Heina adalah peri paling cantik dan menawan di antara kami. Iris birunya berbinar dengan sangat cerah dan indah. Sayapnya pun berkilauan setiao kali terkena sinar mentari.

"Apa...apa aku boleh bermain bersama kalian?" tanyaku dengan jantungberdegup kencang.

"Apa, kamu mau bermain dengan kami?" tanya Heina.

"I...iya," jawabku dengan tangan yang bergerak ke depan dan belakang untuk menyembunyikan kegugupanku.

"Jangan mimpi kamu!" kata Heina sambil mendorong tubuhku ke belakang.

Bruk

Aku terjatuh ke atas tanah dengan cukup kerasnya. Dan mereka berlalu dari hadapanku dengan sikap yang sangat angkuh.

Bulir bening jatuh tanpa tertahankan lagi. Seharusnya aku tak perlu mengeluarkan kristal-kristal bening ini karena ini bukan pertama kali aku diberlakukan seperti ini. Tapi entah kenapa, aku selalu menangis saat mendapatkan perlakuan kasar mereka.

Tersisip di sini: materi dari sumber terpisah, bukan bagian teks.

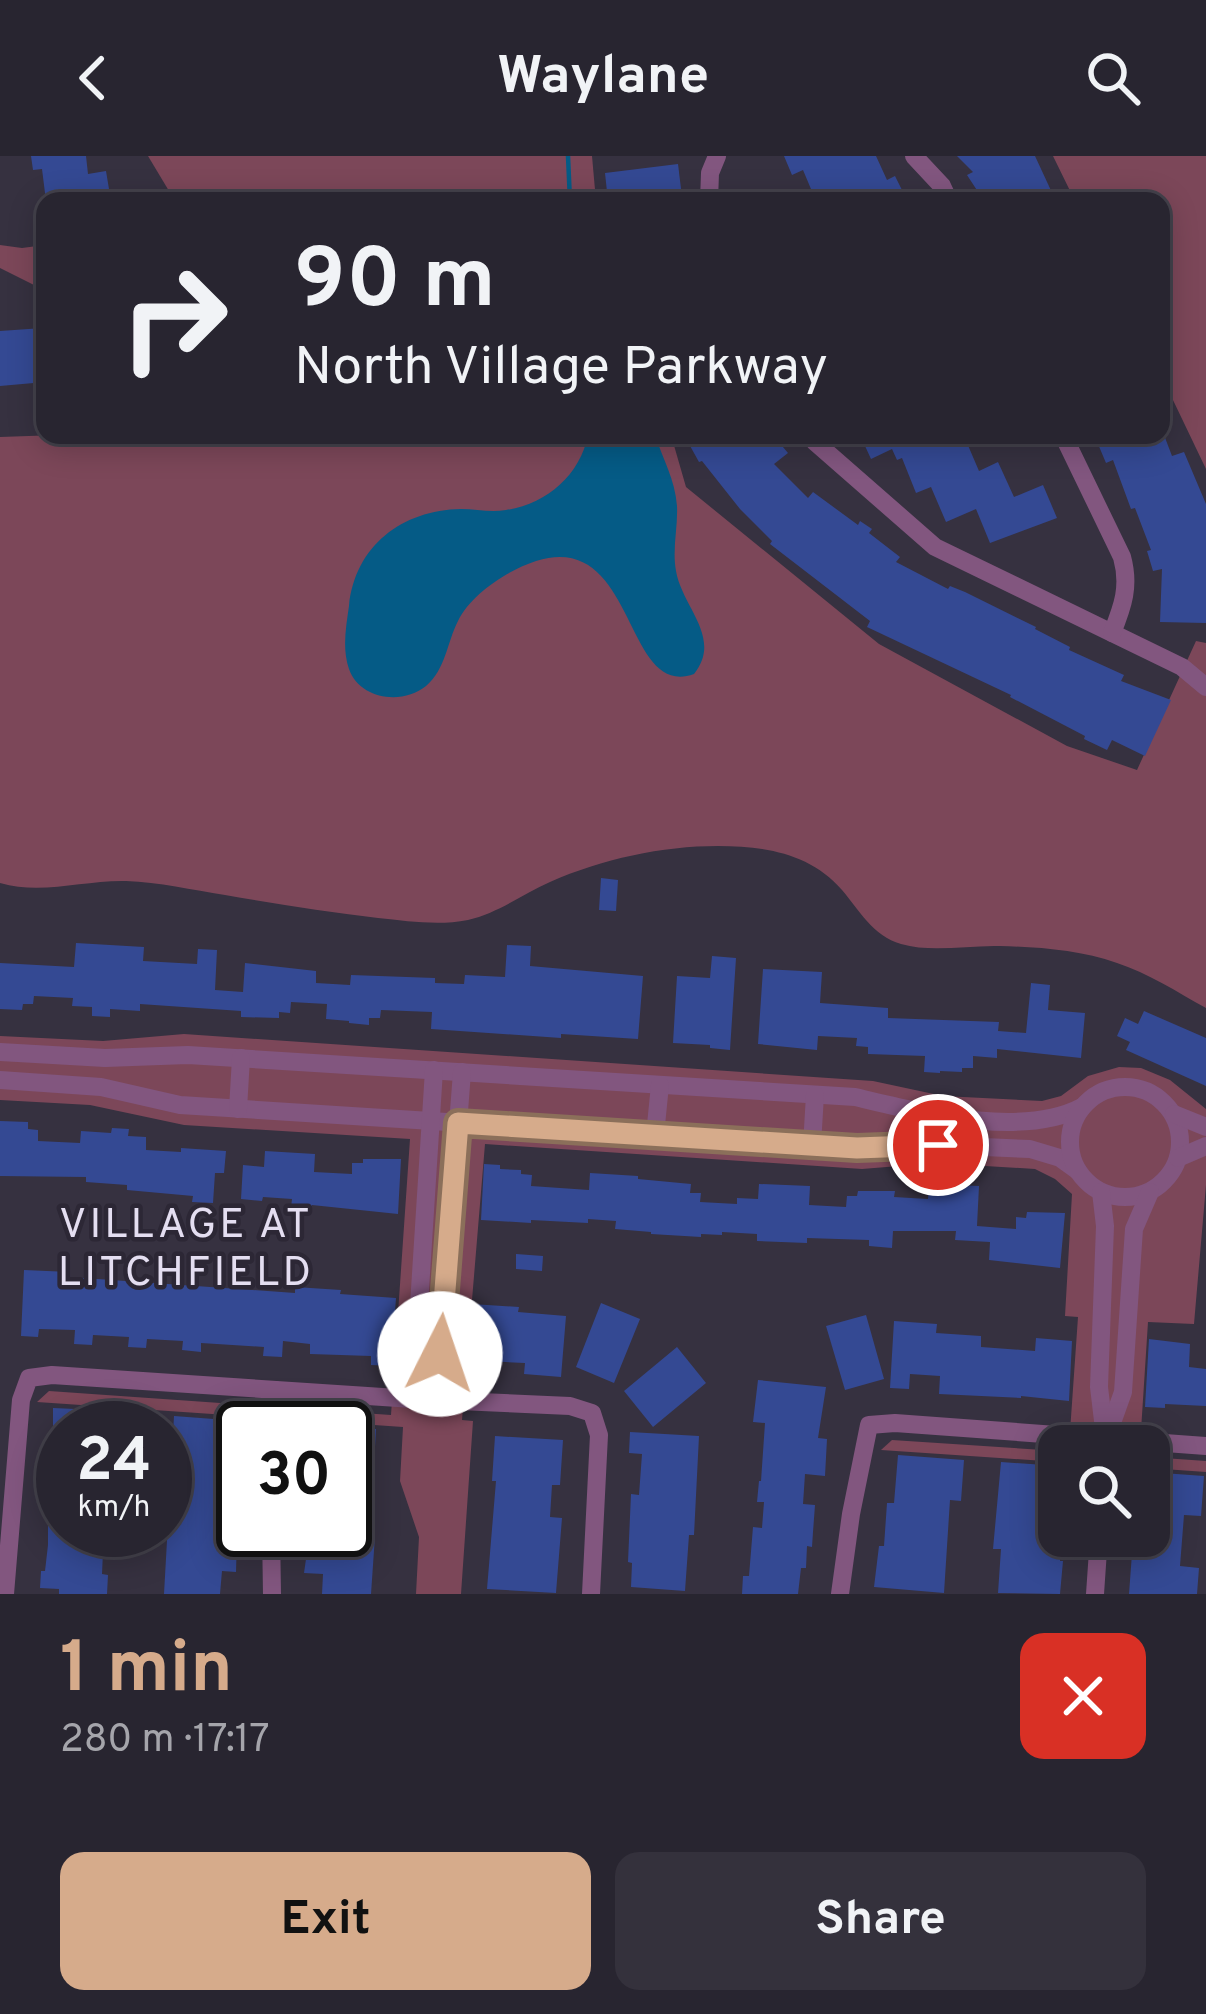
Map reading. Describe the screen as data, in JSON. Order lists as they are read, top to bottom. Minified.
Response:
{"districts":["VILLAGE AT LITCHFIELD"],"page":{"header":"Waylane","turn":["90 m","North Village Parkway"],"speed":"24 km/h","limit":"30","heading":["1 min","280 m · 17:17"],"buttons":["Exit","Share"]}}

Perlahan aku bangkit dan membeesihkan sayapku yang kotor. Aku mencoba mengepakkan sayapku dengan perlahan dan tubuhku mulai melayang di udara.

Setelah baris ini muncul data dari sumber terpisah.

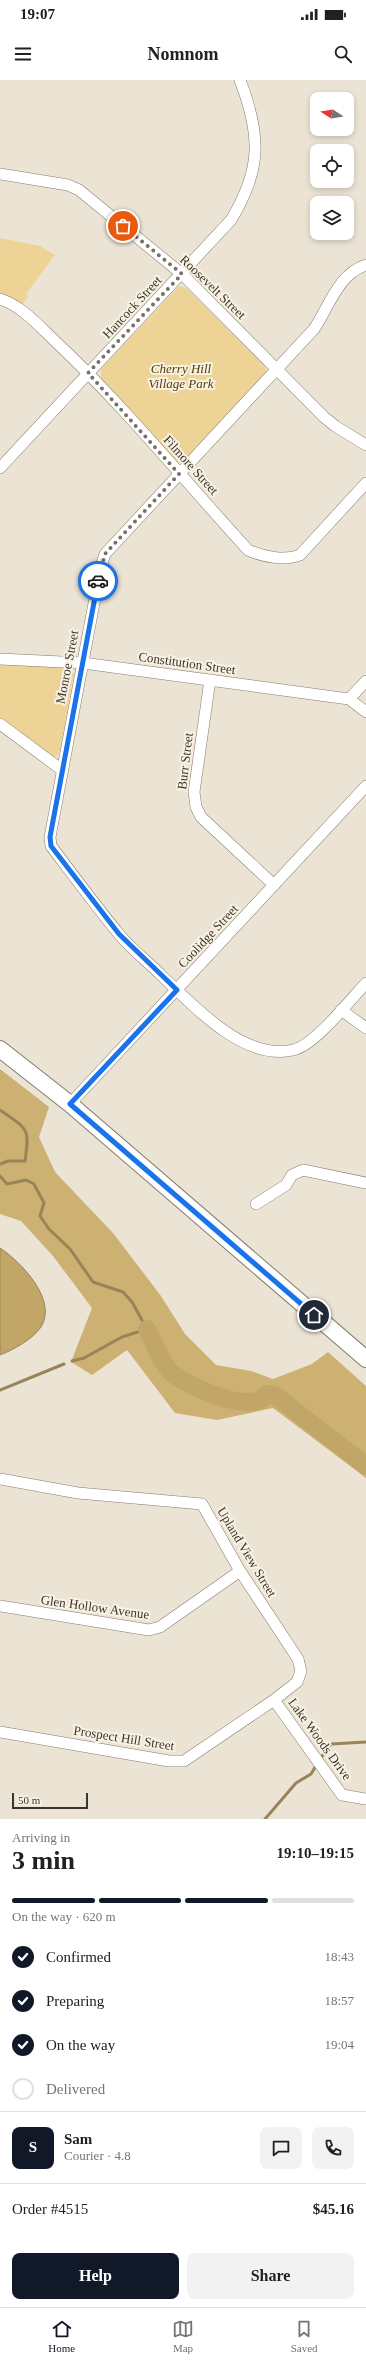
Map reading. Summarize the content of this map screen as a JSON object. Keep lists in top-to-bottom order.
{
  "streets": {
    "street": [
      "Roosevelt Street",
      "Hancock Street",
      "Filmore Street",
      "Constitution Street",
      "Monroe Street",
      "Burr Street",
      "Coolidge Street",
      "Upland View Street",
      "Glen Hollow Avenue",
      "Prospect Hill Street",
      "Lake Woods Drive"
    ]
  },
  "crossings": [
    ["Roosevelt Street", "Hancock Street"],
    ["Roosevelt Street", "Monroe Street"],
    ["Hancock Street", "Filmore Street"],
    ["Filmore Street", "Monroe Street"],
    ["Constitution Street", "Monroe Street"],
    ["Constitution Street", "Burr Street"],
    ["Monroe Street", "Coolidge Street"],
    ["Burr Street", "Coolidge Street"],
    ["Upland View Street", "Glen Hollow Avenue"],
    ["Upland View Street", "Prospect Hill Street"],
    ["Upland View Street", "Lake Woods Drive"],
    ["Prospect Hill Street", "Lake Woods Drive"]
  ],
  "parks": ["Cherry Hill Village Park"],
  "scale_bar": "50 m",
  "north": "left",
  "page": {
    "status": "19:07",
    "header": "Nomnom",
    "scale": "50 m",
    "heading": ["3 min", "Arriving in", "19:10–19:15"],
    "panel": [
      "Sam",
      "Courier · 4.8",
      "Order #4515",
      "$45.16"
    ],
    "bar": "On the way · 620 m",
    "list": [
      ["Confirmed", "18:43"],
      ["Preparing", "18:57"],
      ["On the way", "19:04"],
      "Delivered"
    ],
    "round": "S",
    "buttons": ["Help", "Share"],
    "tabs": ["Home", "Map", "Saved"]
  }
}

Syukurlah sayapku baik-baik saja walau tadi aku telah terjatuh.

Aku mulai mengepakkan sayapku dan  berusaha menjauh dari semuanya. Menjauh dari orang-orang yang tak pernah bisa menerima kekuranganku. Orang-orang yang hanya tahunya menghinaku bukab merangkulku dan mengajakku.

Aku berhenti terbang dan menepi di sebuah danau yang begitu indah dan tenang. Tak ada satu peri pun yang mau berada di sini. Alasannya sangat jelas, karena ini adalah tempat terluar yang langsung berhubungan dengan manusia.

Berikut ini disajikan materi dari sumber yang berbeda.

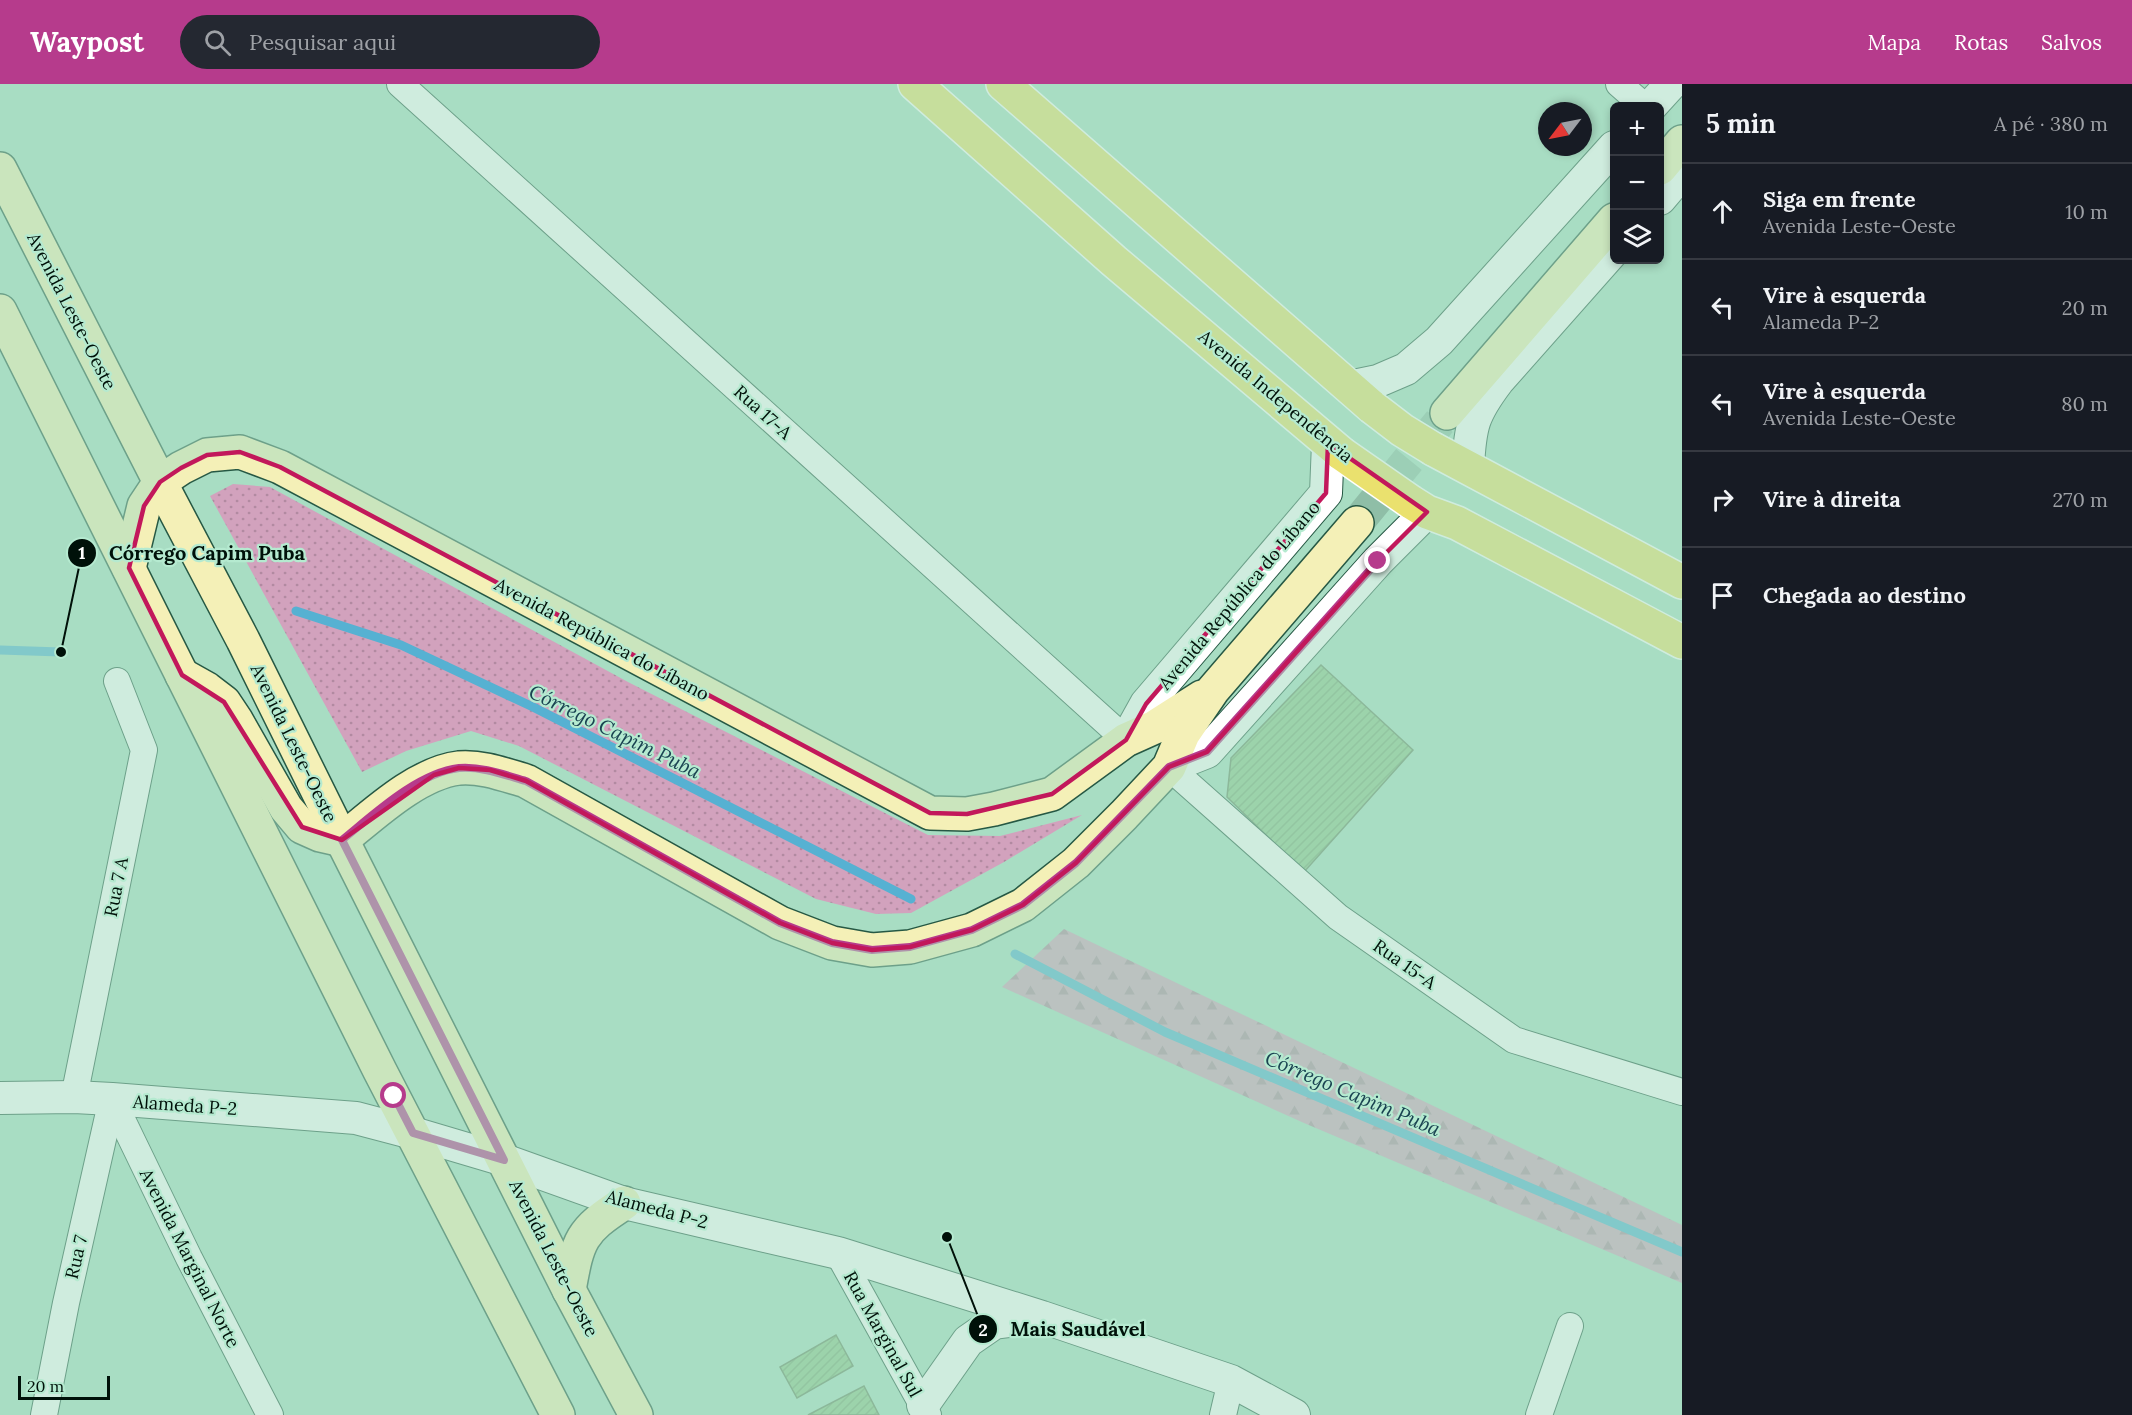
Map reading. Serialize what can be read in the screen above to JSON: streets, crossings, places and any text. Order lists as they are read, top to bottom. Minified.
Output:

Manusia memang hal yang paling menakutkan bagi kami. Manusia seperti monster yang dapat menghancurkan hidup kami, memporakporandakan tempat tinggal kami. Dan sayangnya, manusia begitu suka bermain-main di tempat yang indah dan tenang seperti danau ini.

Kuhirup udara sebanyak mungkin dan menghembuskannya secara perlahan. Ini adalah caraku untuk menenangkan diri dan melupakan setiap penghinaan yang diberikan oleh kawan-kawanku.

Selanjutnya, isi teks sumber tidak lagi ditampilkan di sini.